In the spring of 2010, Ethan Gans-Morse faced a big decision. The composer had completed extensive course work for his master’s degree in composition at the UO School of Music and Dance. All that remained was his thesis, which he supposed would be a 20-minute oratorio—a combination of music and words favored by Baroque composers such as George Frideric Handel, whose Messiah is the most famous example. Gans-Morse was inspired by the 2007 world premiere of music professor Robert Kyr’s “environmental oratorio,” A Time for Life, in Portland. That piece showed Gans-Morse it was possible to touch listeners’ souls with music about contemporary topics (in this case, ecological destruction). When he enrolled at the UO in 2008, the opportunity to work with Kyr was a major motivation.
He even had a story to set to music. In 2010, the twin dramas of the environmentally catastrophic BP oil spill and the mounting stories of war veterans coming home from Afghanistan with posttraumatic stress disorder (PTSD) had seized his imagination and that of his life partner, Tiziana DellaRovere, whose father had suffered from PTSD after fighting for Italy during World War II. A poet and teacher, DellaRovere began writing a story about a war veteran who came home from Afghanistan to Louisiana to find himself struggling with his memories and his relationship with his wife and home. The intersection of personal tragedy and larger social issues (the devastating effects of war and environmental degradation) seemed to cry out for something more directly impassioned than a short oratorio.
“Like a sculptor finding the figure that already exists inside the marble, The Canticle of the Black Madonna chose its own form and structure,” Gans-Morse recalls. “Opera is a unique vessel for communicating psychological and emotional worlds. You can explore not just words and thoughts, but also go deeper into the nonverbal, the emotional.”
Kyr agreed. But, he warned them, creating an opera was a long and complex process that encompasses much more than just writing music. The most complicated and expensive art form to produce, opera involves musicians, composers, writers, directors, lighting and sound designers, costumes, props, and often choruses.
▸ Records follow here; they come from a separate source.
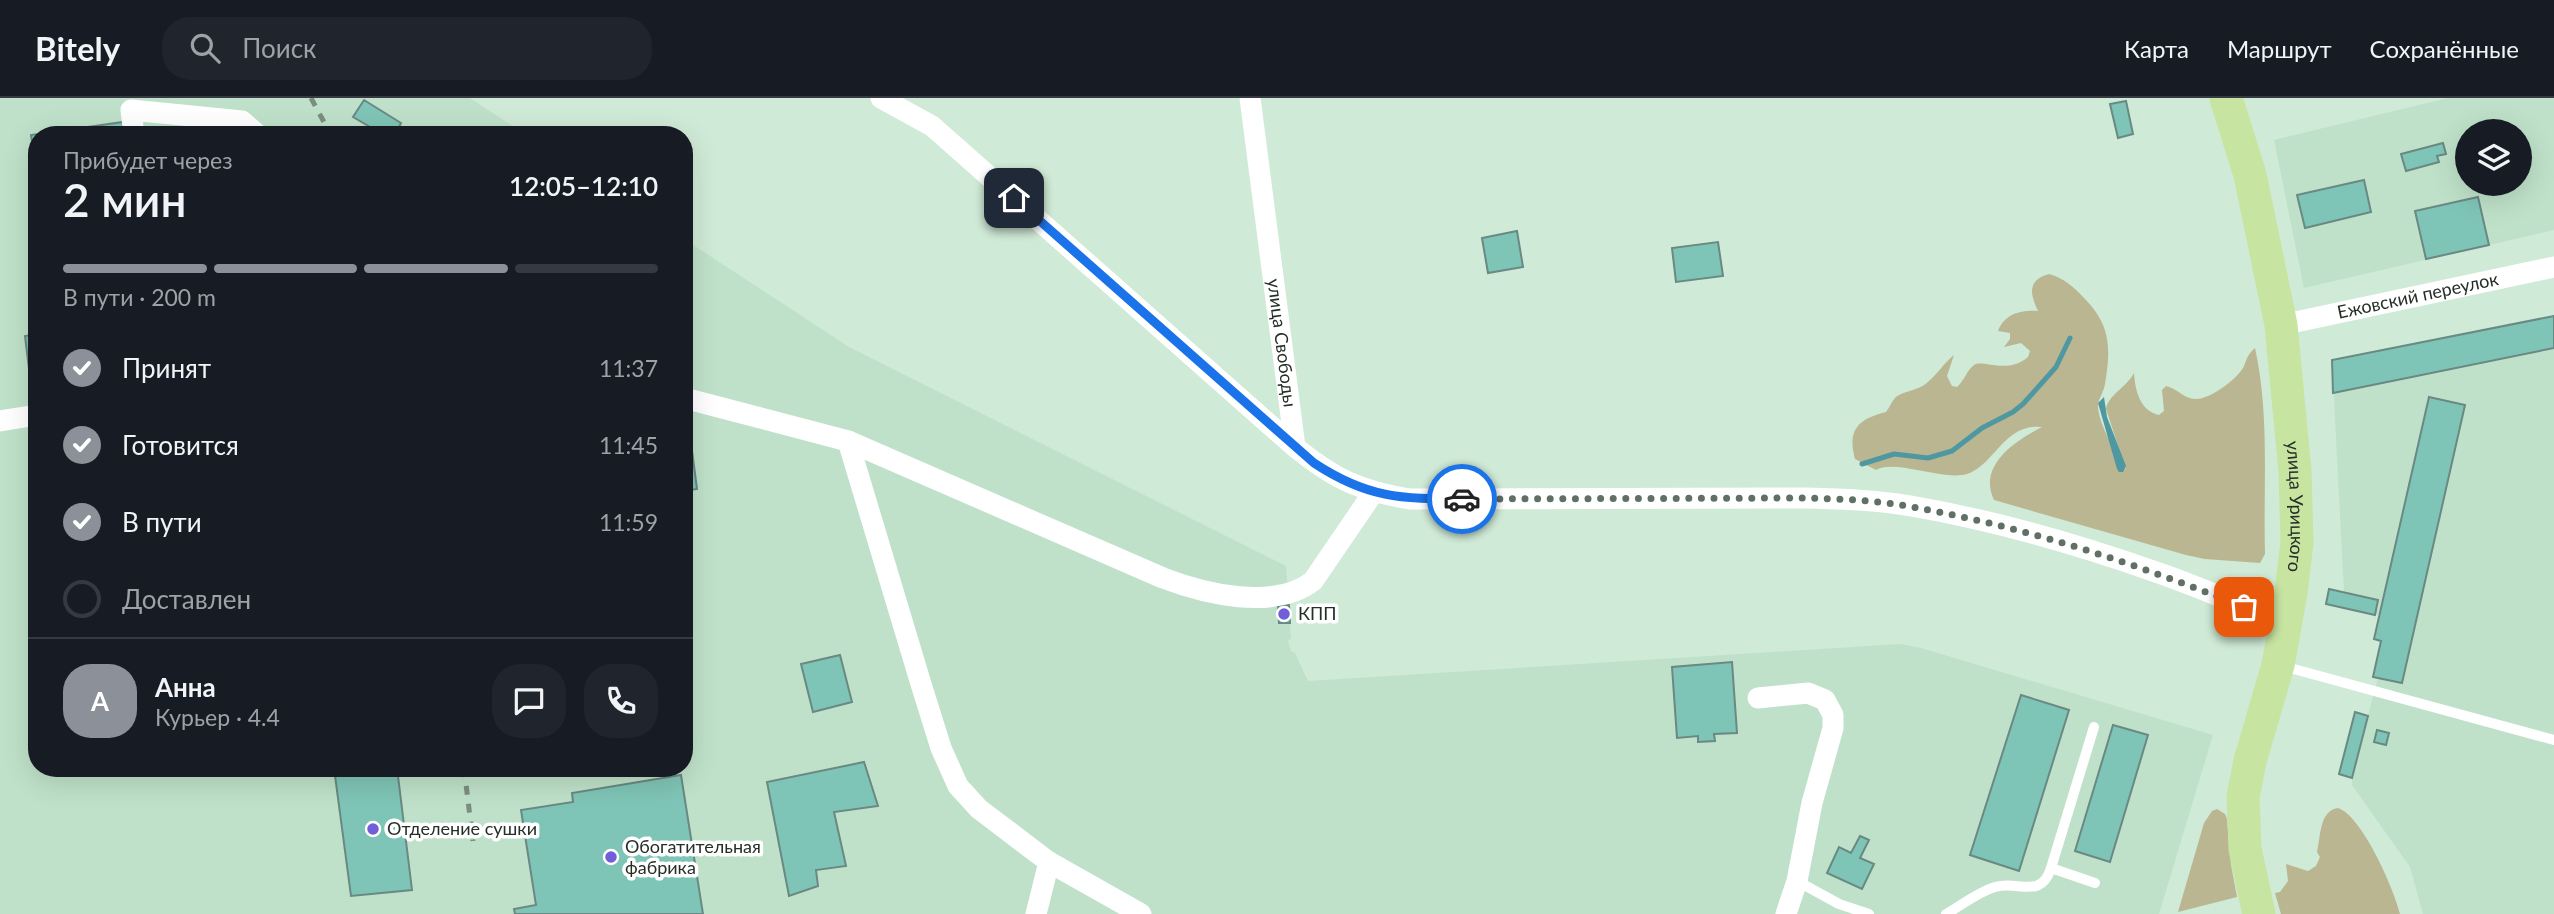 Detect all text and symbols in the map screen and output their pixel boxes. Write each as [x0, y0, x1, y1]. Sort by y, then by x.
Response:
search box [162, 17, 652, 80]
text: Bitely [35, 28, 120, 68]
icon: search [186, 29, 224, 67]
text: Поиск [242, 32, 317, 64]
text: Карта [2124, 34, 2189, 63]
text: Маршрут [2227, 34, 2332, 63]
text: Сохранённые [2370, 34, 2519, 63]
map controls [2455, 119, 2532, 196]
button: layers [2455, 119, 2532, 196]
text: Прибудет через [63, 146, 233, 174]
pin [984, 168, 1044, 228]
text: 12:05–12:10 [509, 170, 658, 202]
text: 2 мин [63, 172, 187, 227]
icon: home [995, 179, 1033, 217]
street label: Ежовский переулок [2335, 267, 2501, 323]
street label: улица Свободы [1263, 277, 1302, 408]
text: В пути · 200 m [63, 283, 216, 311]
icon: check [63, 349, 101, 387]
text: Принят [122, 352, 211, 384]
text: 11:37 [599, 354, 658, 382]
icon: check [63, 426, 101, 464]
text: Готовится [122, 429, 239, 461]
text: 11:45 [599, 431, 658, 459]
street label: улица Урицкого [2282, 440, 2309, 573]
courier [1427, 464, 1497, 534]
icon: car [1443, 480, 1481, 518]
icon: check [63, 503, 101, 541]
text: В пути [122, 506, 202, 538]
text: 11:59 [599, 508, 658, 536]
pin [2214, 577, 2274, 637]
text: Доставлен [122, 583, 251, 615]
icon: bag [2225, 588, 2263, 626]
place label: КПП [1298, 602, 1337, 624]
marker: КПП [1276, 606, 1292, 622]
button: chat [492, 664, 566, 738]
button: phone [584, 664, 658, 738]
text: Анна [155, 671, 216, 703]
text: А [91, 685, 109, 717]
text: Курьер · 4.4 [155, 703, 280, 731]
place label: Отделение сушки [387, 817, 537, 839]
marker: Отделение сушки [365, 821, 381, 837]
place label: Обогатительная фабрика [625, 835, 761, 878]
marker: Обогатительная фабрика [603, 849, 619, 865]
In most graduate music composition programs, a thesis project is written and evaluated based on the score—and then remains on a shelf, unperformed. But “at the UO, every thesis and dissertation is actually performed. It’s important to artistic and professional development,” says Kyr. “We never have a ‘shelf piece.’ It’s always produced as a living work of music and the student takes an active role in that production.”
Writing, rehearsing, producing, and performing an opera would take at least another year, maybe two, with no guarantee of success. In Kyr’s memory, no other UO student had ever completed a master’s project of such ambition.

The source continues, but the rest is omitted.